Gael Monfils tinha contas a ajustar e acabou a fazer história em Roland-Garros

Há um ano, Gael Monfils transcendeu-se entre o surrealismo e assinou uma das vitórias mais épicas da carreira, mas a exigência foi tal que o privou de um reencontro com os compatriotas dois dias mais tarde. Agora de volta a Roland-Garros, “La Monf” ajustou contas com o corpo e, ao fazê-lo, tornou-se no francês com mais vitórias de sempre em torneios do Grand Slam.

Por Gaspar Ribeiro Lança, em Paris

O triunfo por 6-2, 3-6, 6-3 e 6-4 sobre Thiago Wild não teve nem de perto nem de longe os contornos dramáticos do de há um ano, quando ao som de Viva la Vida — o tema dos Coldplay que o público entoou alto e bom som por todo o Court Philippe-Chatrier — inverteu uma desvantagem de 0-4 para Sebastian Baez no derradeiro parcial.

Ainda bem, terão pensado todos os que o embalaram para o regresso vitorioso, não fosse o corpo voltar a ceder e dar-se uma repetição da saída pela sombra.

A viver os últimos cartuchos de uma carreira alegre e chegado a Paris depois de uma péssima época de terra batida que o viu somar apenas duas vitórias (uma delas no Millennium Estoril Open) e perder os últimos três encontros, Monfils queria mais uma oportunidade de jogar em casa, de brilhar em casa, de celebrar em casa. E assim foi.

Novamente em plena session de soirée e desta vez com muito frio em Paris, foi preciso o ténis sempre espetacular do artista gaulês para aquecer as bancadas, onde as mantas se destacaram e os cânticos se tornaram obrigatórios também para combater a acentuada descida de temperatura desde o pôr do sol.

Depois de um primeiro set de sentido único, Monfils esteve a perder por um break no terceiro e terão sido vários os espetadores a prever uma noite longa no palco principal, mas a reação foi imediata, praticamente exemplar e encaminhou-o para um triunfo relativamente controlado, sem percalços de maior e em cerca de duas horas e meia.

Privados de um duelo espetáculo com Holger Rune em 2023, os franceses terão um igualmente aliciante encontro com Lorenzo Musetti em 2024.
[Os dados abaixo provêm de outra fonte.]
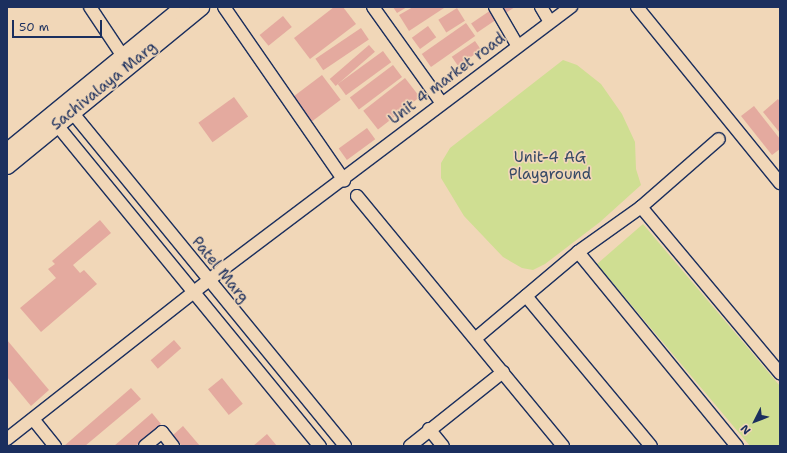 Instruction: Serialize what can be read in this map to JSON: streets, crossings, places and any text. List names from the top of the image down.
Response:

Mas antes disso, ainda sobre esta primeira ronda, há história a relatar: ao regressar a Paris com uma vitória, Gael Monfils tornou-se nada mais, nada menos do que no recordista francês de vitórias em torneios do Grand Slam.

A partir desta segunda-feira passam a ser 122 para o parisiense, mais uma do que o seu bom amigo Jo-Wilfried Tsonga (121), já retirado, e mais seis do que Richard Gasquet (116), ainda em prova. Para além deles, só Jean Borotra (103) ultrapassou a centena, mas ainda antes do início da Era Open.

O francês, nascido em 1898, fez parte dos “Quatro Mosqueteiros” originais — juntamente com Jacques Brugnon, Henri Cochet e, claro, René Lacoste — que habituaram os franceses a títulos e manchetes constantes ao conquistarem entre si 18 torneios do Grand Slam em singulares (13 em pares) e impressionantes seis edições da Taça Davis. Foi por causa deles, aliás, que a Federação Francesa de Ténis se apressou a construir o Stade Roland-Garros para defender a primeira “saladeira” , erguida em 1927.

E foi sempre com esse peso nos ombros que a geração de Monfils, Tsonga, Gasquet e até Gilles Simon cresceu e viveu, tantas vezes menosprezada e criticada por não estar à altura do que Borotra, Brugnon, Cochet e Lacoste fizeram há um século, ou até do que Yannick Noah alcançou há quatro décadas.

Mas os números são inequívocos e tal como comprovam as diferentes dimensões dos respetivos sucessos também reforçam a longevidade da segunda vaga de mosqueteiros, capazes de se estenderem pelo tempo como nenhuns outros e de assim darem aos franceses tantas ou mais razões para celebrarem, ainda que com menos entusiasmo.